Saturday, 20 August 2011

Freight Night [Review: Cargo]

The Swiss film Cargo is set in a future where the Earth's ecosystem has collapsed and humans live in orbiting refugee camps. Anna-Katharina Schwabroh stars as Laura, a ship's doctor who takes a berth on the Kassandra which is preparing a run to a robotic supply station. It's a long voyage and the crew take turns at the watch while their crewmates are in cryosleep - but guess what: Laura starts to feel she is not alone. I've never seen Schwabroh in anything before but she is perfectly cast: very human, strong in some ways, vulnerable in others.

The Kassandra is a great addition to the claustrophobic spaceship sub-genre, from Laura's first day at work as she struggles to get through the half-working airlock to the obligatory Nostromo or Event Horizon coridoors to the massive automated cargo vault. Laura's predicament and her decisions to wake other crew members lead to mistrust and arguments between them.

Anna-Katharina Schwabroh as Laura

Cargo attempts a complex plot with lots of mysteries, twists and reveals, a few of these are too obvious and there are slightly too many different ideas or sub-plots. On the other hand this complexity does distance the film from many other science fiction films which are often based entirely around a single concept.

Saturday, 6 August 2011

It's a mini adventure! [Review: Arrietty]
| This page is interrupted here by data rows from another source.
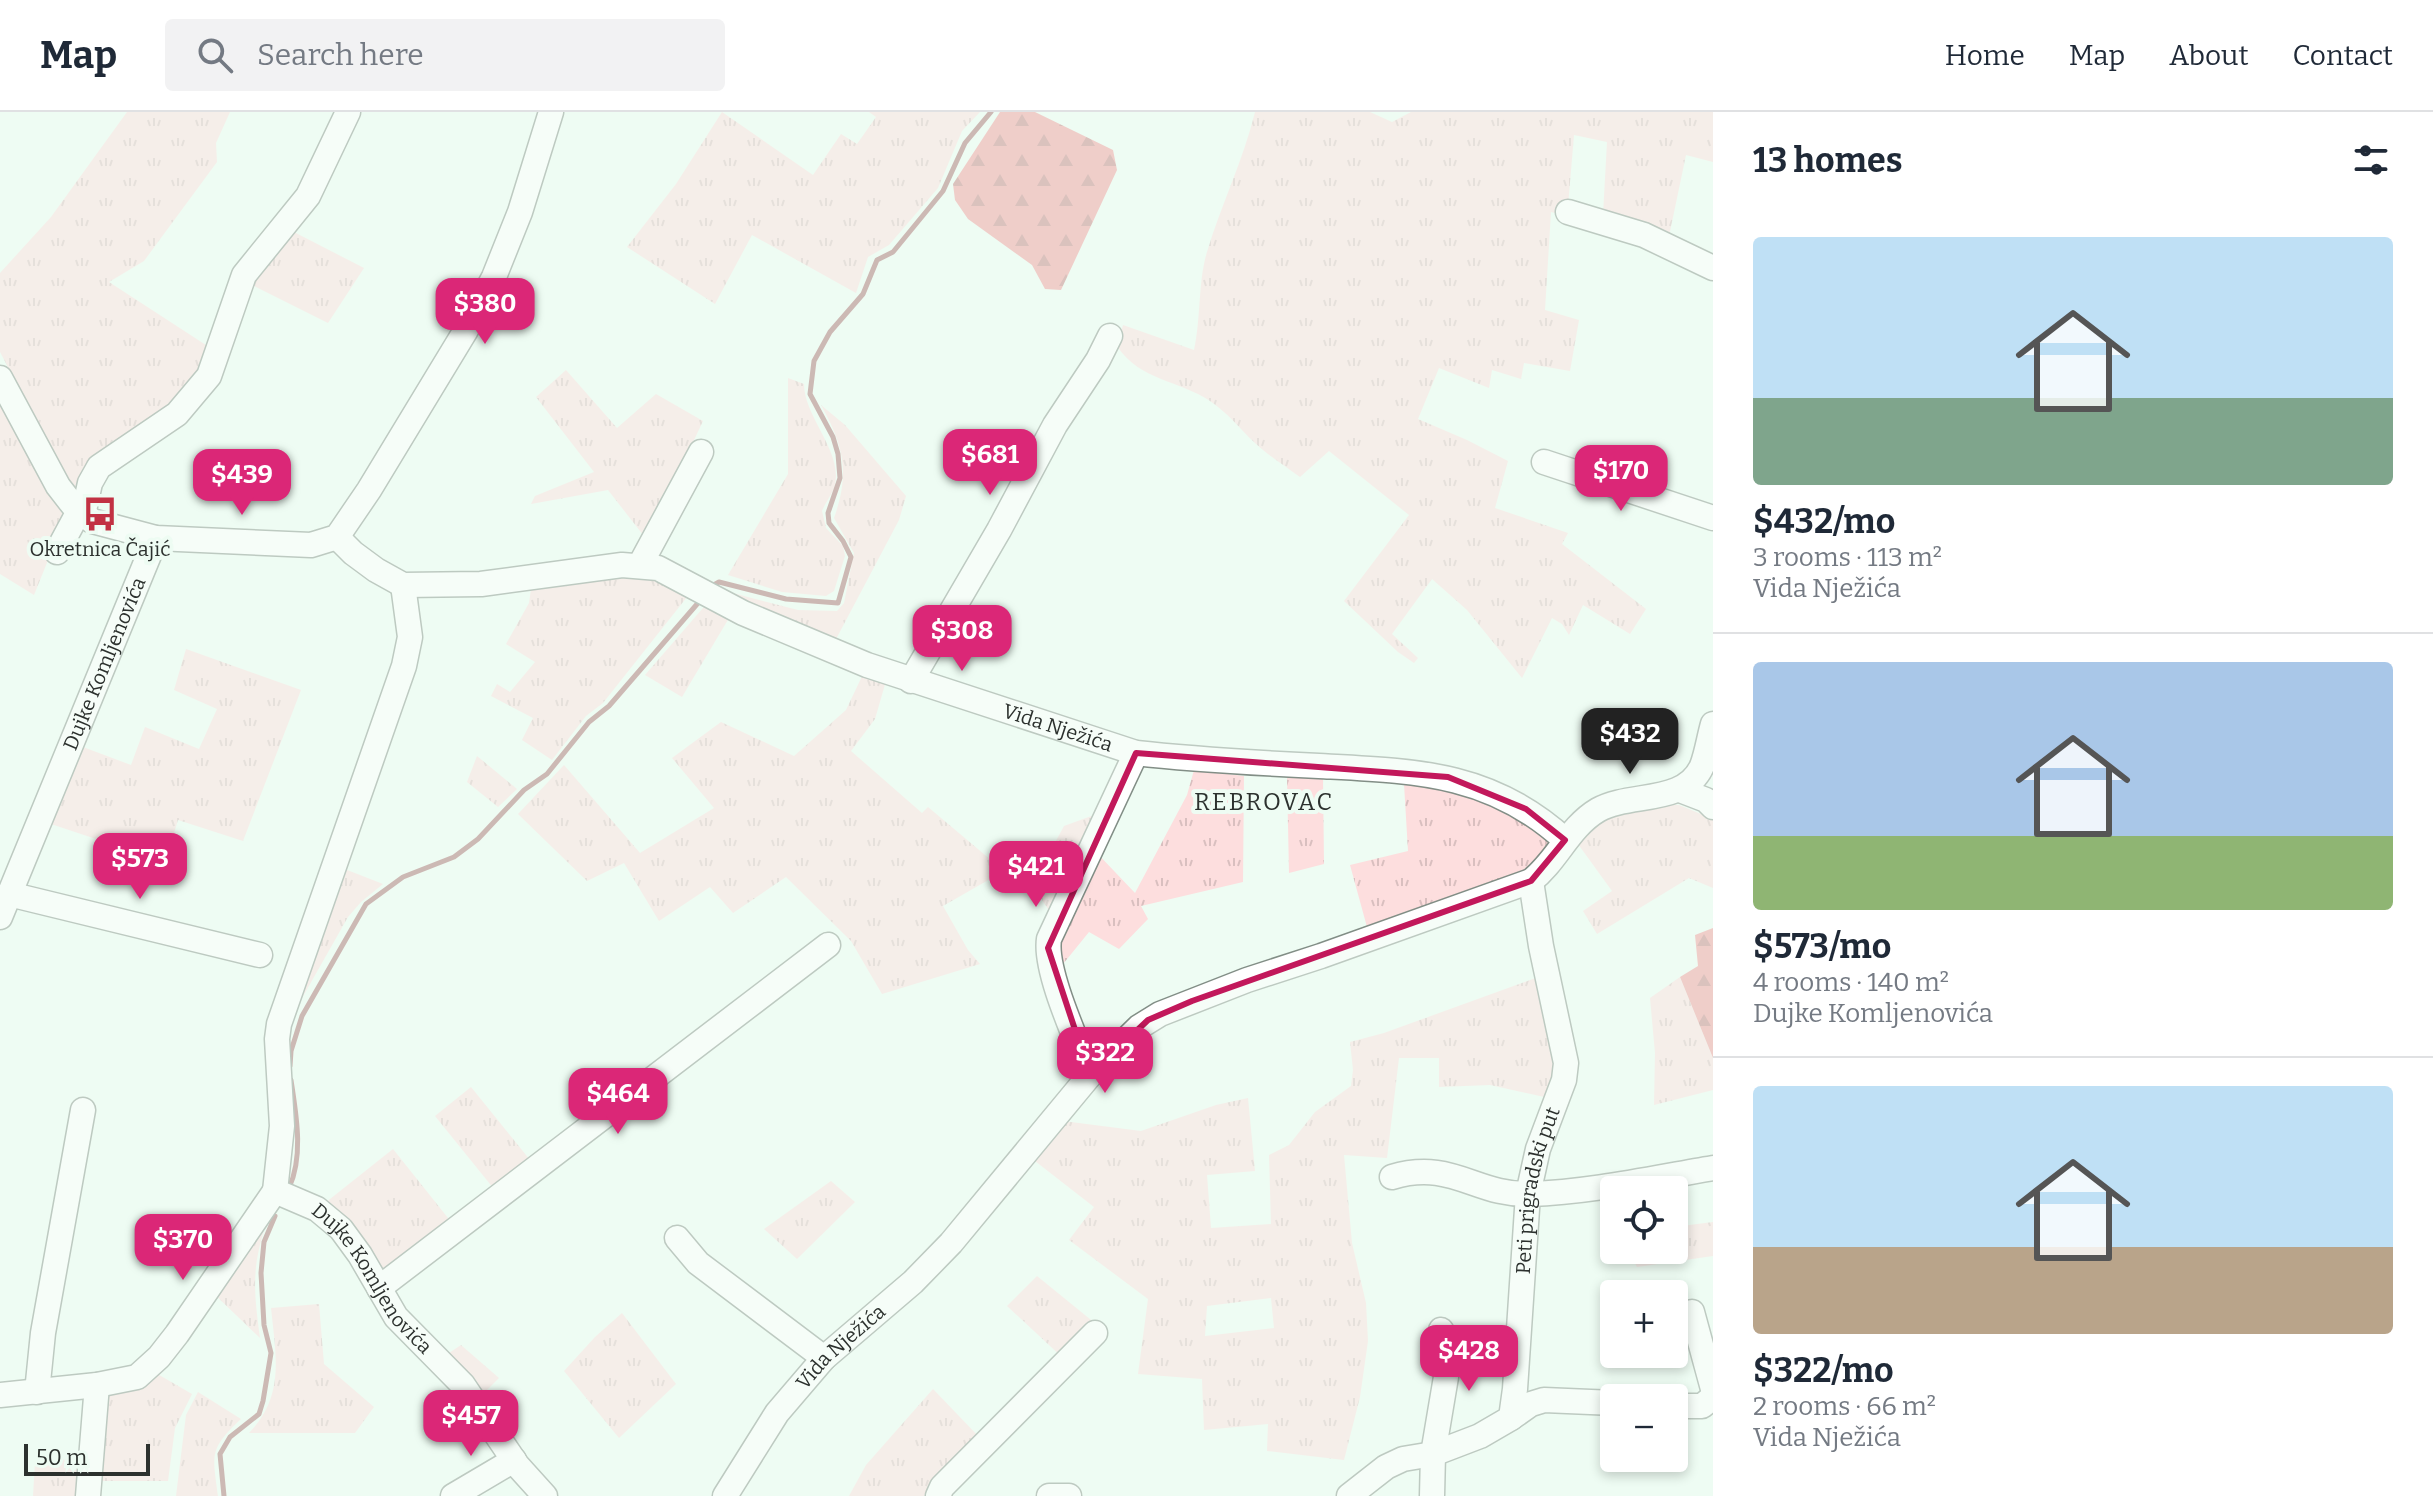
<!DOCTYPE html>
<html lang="en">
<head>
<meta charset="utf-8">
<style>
	:root { --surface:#fff; --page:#f2f2f3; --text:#1f2937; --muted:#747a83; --line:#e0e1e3; --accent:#db2777 }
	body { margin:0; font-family:Bitter,serif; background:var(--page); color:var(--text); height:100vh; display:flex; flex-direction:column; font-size:30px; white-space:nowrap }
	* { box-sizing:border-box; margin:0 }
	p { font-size:26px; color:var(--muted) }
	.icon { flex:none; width:44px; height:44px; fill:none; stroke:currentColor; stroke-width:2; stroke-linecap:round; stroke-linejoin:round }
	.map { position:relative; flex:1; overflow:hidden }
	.drawer { display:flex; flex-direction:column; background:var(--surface); width:720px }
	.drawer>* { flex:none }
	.controls { position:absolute; left:1600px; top:1064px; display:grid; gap:16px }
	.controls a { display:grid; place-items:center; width:88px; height:88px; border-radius:8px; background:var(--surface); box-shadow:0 4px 12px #0003; font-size:40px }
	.scale { position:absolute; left:24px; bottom:20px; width:126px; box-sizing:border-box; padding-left:8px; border:4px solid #2c312e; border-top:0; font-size:22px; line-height:28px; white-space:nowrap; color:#2c312e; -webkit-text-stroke:6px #eefcf3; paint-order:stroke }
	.price { position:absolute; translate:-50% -68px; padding:0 18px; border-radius:16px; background:var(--accent); color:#fff; font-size:26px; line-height:52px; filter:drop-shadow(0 2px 4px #0008) }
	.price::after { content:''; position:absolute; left:50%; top:48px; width:24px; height:18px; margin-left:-12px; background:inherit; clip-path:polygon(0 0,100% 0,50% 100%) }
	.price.active { background:#222; color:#fff }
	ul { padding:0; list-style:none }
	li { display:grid; align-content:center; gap:16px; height:424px; padding:0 40px }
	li+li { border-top:2px solid var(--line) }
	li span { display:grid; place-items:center; height:248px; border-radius:8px; color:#555 }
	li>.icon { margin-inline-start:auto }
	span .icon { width:144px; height:144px; fill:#fffc; stroke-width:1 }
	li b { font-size:34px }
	h2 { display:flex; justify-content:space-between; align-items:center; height:96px; padding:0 40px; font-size:34px }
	header { display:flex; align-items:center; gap:48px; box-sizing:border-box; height:112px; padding:0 40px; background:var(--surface); border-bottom:2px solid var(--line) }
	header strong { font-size:38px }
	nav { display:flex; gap:44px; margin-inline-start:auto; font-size:28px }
	.search { width:560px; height:72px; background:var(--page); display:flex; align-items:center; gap:20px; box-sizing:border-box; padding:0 28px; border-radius:8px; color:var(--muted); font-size:30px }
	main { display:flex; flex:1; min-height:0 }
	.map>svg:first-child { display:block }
	.grass { fill:url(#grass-tufts); fill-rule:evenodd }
	.forest { fill:url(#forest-firs) }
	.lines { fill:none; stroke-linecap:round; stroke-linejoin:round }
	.stream { stroke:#a36869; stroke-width:5 }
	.minor-casing { stroke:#828e86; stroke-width:27 }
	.minor { stroke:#fff; stroke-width:24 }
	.marked { fill:none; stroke:#c2185b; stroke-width:6; stroke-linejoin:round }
	.labels { text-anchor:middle; stroke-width:8; stroke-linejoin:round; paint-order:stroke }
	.poi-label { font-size:20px; fill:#2c312e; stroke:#eefcf3 }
	.street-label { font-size:20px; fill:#2c312e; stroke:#eefcf3 }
	.quarter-label { font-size:24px; letter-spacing:2px; fill:#2c312e; stroke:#eefcf3 }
</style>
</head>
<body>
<header>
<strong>Map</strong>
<div class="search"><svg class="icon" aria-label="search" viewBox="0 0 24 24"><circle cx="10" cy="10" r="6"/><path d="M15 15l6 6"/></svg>Search here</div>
<nav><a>Home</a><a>Map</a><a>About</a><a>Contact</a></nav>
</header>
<main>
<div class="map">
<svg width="1713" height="1384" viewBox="0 0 1713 1384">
	<defs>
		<pattern id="grass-tufts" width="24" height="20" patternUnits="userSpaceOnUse" patternTransform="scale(2)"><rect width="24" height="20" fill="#fddede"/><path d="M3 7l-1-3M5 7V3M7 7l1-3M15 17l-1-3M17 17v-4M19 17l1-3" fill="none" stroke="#d9bfbf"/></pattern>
		<pattern id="forest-firs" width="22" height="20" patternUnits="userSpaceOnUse" patternTransform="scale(2)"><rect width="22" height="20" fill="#ef9798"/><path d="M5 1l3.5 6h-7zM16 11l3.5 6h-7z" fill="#c27c7c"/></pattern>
	</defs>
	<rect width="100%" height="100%" fill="#eefcf3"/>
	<g class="grass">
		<path d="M127 0H230L216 31 217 50 144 149 109 170 212 237 194 273 79 381 73 379 0 240V161L51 105Z"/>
		<path d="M722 0 813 63 841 22 857 32 876 5 869 0H980L962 19 938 76 889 133 868 145 856 181 752 123 715 192 627 135 676 72Z"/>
		<path d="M1255 0H1370L1392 10 1411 0H1713V50L1686 43 1668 129 1603 103 1607 30 1574 23 1568 94 1559 102 1551 100 1545 198 1579 208 1570 259 1524 251 1521 267 1492 258 1489 276 1439 256 1418 307 1467 328 1508 349 1495 396 1568 421 1562 432 1646 497 1630 522 1583 493 1569 523 1562 512 1552 506 1522 566 1467 498 1432 467 1392 522 1418 546 1414 551 1398 540 1344 489 1409 403 1329 339 1300 365C1285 354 1269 344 1255 331 1240 317 1228 301 1210 289 1179 268 1140 269 1117 234L1123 213 1194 238C1201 207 1198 169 1207 140 1221 93 1243 49 1255 0Z"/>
		<path d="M290 118 364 156 328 211 248 171Z"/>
		<path d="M566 258 617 316 656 282 703 309 647 428 608 378 531 392 535 384 594 360 536 285Z"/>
		<path d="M788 266 804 272C804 306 845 341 834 376 831 384 825 391 822 399L826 416 843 434 845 444 834 479 826 484 782 480 728 463 788 362Z"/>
		<path d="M0 289 65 406 34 483 0 462Z"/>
		<path d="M821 293 845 313 906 384 899 408 835 529 721 485 725 479 798 498 837 499 844 491 854 441 834 406C850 361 844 334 821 293Z"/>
		<path d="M643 462 691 480 603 591 586 604 552 648 522 628 533 606 491 584 497 572 510 580 535 550 506 532 529 491 531 477Z"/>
		<path d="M709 489 732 501 682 585 645 563Z"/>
		<path d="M186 537 301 578 243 729 178 708 165 750 48 711 83 635 131 653 145 615 199 637 217 597 174 578Z"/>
		<path d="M865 558 886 569 875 607 851 639 922 701 928 695 1004 759 943 794 968 838 980 852 882 882 851 829 786 765 733 801 710 775 659 809 624 751 587 769 518 702 564 653 640 741 714 696 672 646 721 610 794 644 846 598Z"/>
		<path d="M477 644 517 677 498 695 467 670Z"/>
		<path d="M1194 658 1244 664 1243 770 1141 794 1148 807 1119 837 1089 820 1059 857 1057 830 1095 739 1135 781 1187 683Z"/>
		<path d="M1287 666H1323L1324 752 1289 761Z"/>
		<path d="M1404 672 1442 675 1520 702 1549 723 1551 738 1521 764 1367 815 1350 753 1408 739Z"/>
		<path d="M1660 692 1679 693 1713 707V776L1689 766 1597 822 1583 799 1612 779 1578 732 1606 704Z"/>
		<path d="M1097 702 1052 803 1032 773 1064 714Z"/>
		<path d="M342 756 383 772 361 790 348 805 297 895Z"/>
		<path d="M1541 864 1560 951 1549 986 1490 973 1439 975V946H1399L1387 1046 1344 1043 1352 1131 1366 1191 1368 1229 1360 1285 1344 1348 1267 1339 1268 1312 1204 1318 1202 1267 1138 1262 1148 1187 1069 1128 1094 1095 1035 1049 1063 1009 1141 1019 1216 993 1248 986 1255 1059 1207 1063 1211 1116 1271 1112 1269 1043 1289 1033 1315 1000 1351 974 1353 958 1350 930 1384 921ZM1271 1186 1274 1216 1205 1224 1207 1194Z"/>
		<path d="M1680 865 1713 946V978L1654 993 1655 941 1650 886Z"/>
		<path d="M471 975 530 1048 494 1077 435 1004Z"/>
		<path d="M393 1037 452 1111 384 1159 363 1129 325 1091Z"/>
		<path d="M831 1069 855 1090 797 1147 764 1117Z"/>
		<path d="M1713 1110V1144L1637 1155 1628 1138H1674V1115Z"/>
		<path d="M266 1112C251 1157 254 1180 260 1226L210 1178Z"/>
		<path d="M1037 1164 1096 1212 1064 1247 1007 1194Z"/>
		<path d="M319 1192 324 1252 374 1295 355 1321H249C285 1284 276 1244 271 1196Z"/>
		<path d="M622 1201 676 1272 619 1326 564 1259 595 1225Z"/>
		<path d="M461 1233 499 1266 482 1283 446 1243Z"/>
		<path d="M154 1260 192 1282 175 1316 168 1369H95L101 1281Z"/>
		<path d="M933 1277 981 1327 924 1384H849L866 1353Z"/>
		<path d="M198 1280 241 1307C208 1338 213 1342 218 1384H176L186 1303Z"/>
		<path d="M89 1345 85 1384H33L35 1350Z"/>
	</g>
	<g class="forest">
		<path d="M1000 0H1035L1113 38 1117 58 1061 178 1045 177 1032 153 968 107 955 88 953 72Z"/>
		<path d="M1713 816V946L1680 865 1698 854 1695 823Z"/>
	</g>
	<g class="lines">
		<g class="stream">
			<path d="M712 474 719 470 786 487 838 491 851 445 843 429 829 411 828 401 840 366 838 342 833 325 810 282 814 249 830 220 863 182 877 148 893 140 943 79 965 31 991 0"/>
			<path d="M290 954 291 939 302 904 366 792 403 765 454 745 478 727 524 678 547 662 589 610 609 594 698 491"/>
			<path d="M289 1076C304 1043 296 1002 291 968"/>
			<path d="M224 1384 220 1342 230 1325 259 1302 263 1289 271 1241 264 1213 261 1161 264 1130 275 1104"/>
		</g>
		<g class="minor-casing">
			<g id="minor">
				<path d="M1568 100 1644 123 1713 156"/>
				<path d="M0 266 58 374 72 392 92 409 156 426 311 433 337 425 369 378 466 218 494 165 520 100 551 0"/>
				<path d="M1544 350 1713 406"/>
				<path d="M83 403 90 371 99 355 177 302 209 264 244 163 308 84 348 0"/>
				<path id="s1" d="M337 425 353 441 376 458 403 473 481 472 622 453 658 456 743 501 867 553 1136 641C1197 648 1258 651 1319 654 1415 659 1491 660 1565 728"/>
				<path d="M57 440 79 399"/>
				<path d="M640 453 701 340"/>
				<path id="s2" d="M403 473 410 525 404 554 279 912 277 927 282 1014 275 1079 317 1097 341 1117 360 1143 396 1205 463 1273 517 1353 545 1384"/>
				<path d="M911 569 999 418 1055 313 1098 248 1110 224"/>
				<path d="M1680 678 1706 688 1713 695"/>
				<path d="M9 782 260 843"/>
				<path id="s3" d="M0 805 156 426"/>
				<path d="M1090 963C1078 931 1044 859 1049 827L1136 641"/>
				<path d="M1392 1065C1452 1047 1476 1084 1530 1082 1591 1080 1653 1066 1713 1056"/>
				<path d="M677 1126 698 1151 824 1246"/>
				<path d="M379 1176 828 833"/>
				<path d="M1692 1200 1713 1277"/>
				<path d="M37 1280 43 1221 83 998"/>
				<path d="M0 1283 97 1273 137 1265 159 1245 177 1222 275 1079"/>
				<path d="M1674 1294H1702L1713 1285"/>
				<path d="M1511 1306 1531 1292 1544 1288 1614 1291"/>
				<path d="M88 1384 97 1273"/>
				<path d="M453 1384 514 1348"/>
				<path id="s4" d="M725 1384 777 1301 824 1246 913 1170 951 1131 1090 963 1139 915 1160 902 1247 868 1321 844 1531 769C1557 749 1569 715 1598 698 1630 680 1685 693 1702 654 1707 641 1709 626 1713 612"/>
				<path d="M938 1384 942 1375 1095 1221"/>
				<path d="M1049 1384H1069"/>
				<path id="s5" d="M1349 1384 1386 1355 1403 1347 1433 1342 1480 1324 1511 1306 1515 1277 1528 1082 1538 1037 1564 968 1566 951 1541 834 1531 769"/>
				<path d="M1432 1384 1433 1342 1446 1265 1441 1218"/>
			</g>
		</g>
		<use href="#minor" class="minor"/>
	</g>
	<path d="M0 0H1713V1384H0ZM1136 641 1448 665 1526 697 1565 728 1531 769 1192 889 1148 908 1090 963 1048 836Z" fill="#eefcf3" fill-opacity=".55" fill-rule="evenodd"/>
	<path class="marked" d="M1136 641 1448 665 1526 697 1565 728 1531 769 1192 889 1148 908 1090 963 1048 836Z"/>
	<defs>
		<g id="bus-bare" transform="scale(2.76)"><path d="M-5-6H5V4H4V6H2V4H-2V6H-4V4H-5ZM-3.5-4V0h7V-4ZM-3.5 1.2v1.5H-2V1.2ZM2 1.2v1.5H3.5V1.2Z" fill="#c23143" stroke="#eefcf3" stroke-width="2.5" paint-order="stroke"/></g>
	</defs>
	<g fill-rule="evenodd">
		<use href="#bus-bare" x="100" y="402"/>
	</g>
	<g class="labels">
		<g class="poi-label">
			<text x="100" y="444">Okretnica Čajić</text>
		</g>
		<g class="street-label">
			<text dy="7" stroke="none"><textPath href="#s3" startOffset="274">Dujke Komljenovića</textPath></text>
			<text dy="7" stroke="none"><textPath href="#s1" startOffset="770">Vida Nježića</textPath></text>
			<text dy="7" stroke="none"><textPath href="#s5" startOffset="412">Peti prigradski put</textPath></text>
			<text dy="7" stroke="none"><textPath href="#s2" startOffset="764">Dujke Komljenovića</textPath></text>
			<text dy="7" stroke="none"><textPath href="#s4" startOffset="190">Vida Nježića</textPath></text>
		</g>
		<g class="quarter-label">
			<text x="1264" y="698">REBROVAC</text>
		</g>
	</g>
</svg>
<div class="controls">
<a><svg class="icon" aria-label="locate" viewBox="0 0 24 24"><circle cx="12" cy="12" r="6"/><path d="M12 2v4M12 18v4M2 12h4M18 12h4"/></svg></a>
<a>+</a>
<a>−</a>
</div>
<div class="scale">50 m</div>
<b class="price" style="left:485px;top:234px">$380</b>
<b class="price" style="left:990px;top:385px">$681</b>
<b class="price" style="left:1621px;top:401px">$170</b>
<b class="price" style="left:242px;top:405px">$439</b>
<b class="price" style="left:962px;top:561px">$308</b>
<b class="price active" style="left:1630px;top:664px">$432</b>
<b class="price" style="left:140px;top:789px">$573</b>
<b class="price" style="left:1036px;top:797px">$421</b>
<b class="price" style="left:1105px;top:983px">$322</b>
<b class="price" style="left:618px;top:1024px">$464</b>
<b class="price" style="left:183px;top:1170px">$370</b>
<b class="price" style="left:1469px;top:1281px">$428</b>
<b class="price" style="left:471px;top:1346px">$457</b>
</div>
<section class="drawer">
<h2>13 homes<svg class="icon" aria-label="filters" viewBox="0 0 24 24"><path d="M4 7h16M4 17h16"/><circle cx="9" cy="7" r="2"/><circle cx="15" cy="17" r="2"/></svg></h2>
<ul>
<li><span style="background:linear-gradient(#bfe0f5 65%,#7fa58c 0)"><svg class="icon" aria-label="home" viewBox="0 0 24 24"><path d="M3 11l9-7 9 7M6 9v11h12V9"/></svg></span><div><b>$432/mo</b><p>3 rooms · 113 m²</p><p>Vida Nježića</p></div></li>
<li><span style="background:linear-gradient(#a9c7e8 70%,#8fb573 0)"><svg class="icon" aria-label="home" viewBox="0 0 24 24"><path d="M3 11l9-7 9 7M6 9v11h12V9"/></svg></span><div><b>$573/mo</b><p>4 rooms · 140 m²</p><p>Dujke Komljenovića</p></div></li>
<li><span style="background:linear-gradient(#bfe0f5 65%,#b9a48a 0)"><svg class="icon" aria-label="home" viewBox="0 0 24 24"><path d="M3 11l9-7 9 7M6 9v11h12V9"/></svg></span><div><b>$322/mo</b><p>2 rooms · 66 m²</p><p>Vida Nježića</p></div></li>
</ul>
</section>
</main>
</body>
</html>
"The Borrowers" by Mary Norton, the origin of the film Arrietty, is a much-loved children's novel from the UK. I have no idea how it fell into the hands of director Hiromasa Yonebayashi: without generalizing too much it seems Japanese animators have good literary taste.

The Borrowers are Little People living in the floor and wall spaces of a house and "borrowing" what they need. For some reason in my house they seem to need a lot of biros. Little People are found in the stories and legends of any country where alcohol is readily available. The film is about a 13-year old Borrower child, Arrietty, whose coming of age trip into the world of the Human Beans goes awry when she is spotted by a young Bean who is not asleep.

The UK release of this film features some of the best voice talent you could hope to find, led by Hanna's Saoirse Ronan as Arrietty. None of which was any consolation to me as I found myself unexpectedly watching the subtitled release instead. Still, if you have to watch any film in an unfamiliar language, it might as well be a Studio Ghibli film: no translation is needed for ivy leaves in the rain.



The artwork of this film is simply beautiful and beautifully simple. Arrietty cuts a dashing pose in her red dress, clothes-peg hairclip and pin sword: it's been noted elsewhere that, alongside Rapunzel in Tangled she is one of the very few female leads in children's animation this year.

The film does make good use of the centimetre-scale setting, interestingly this is less about Arrietty's father Pod making steampunk contraptions from cotton reels and safety pins (although he does do this) and more observation of fluid dynamics - tea, poured from a doll's house teaset, forms giant droplets. The Borrowers are always tiny and vulnerable and so their dilemma on being discovered by the Human Beans is real and affecting.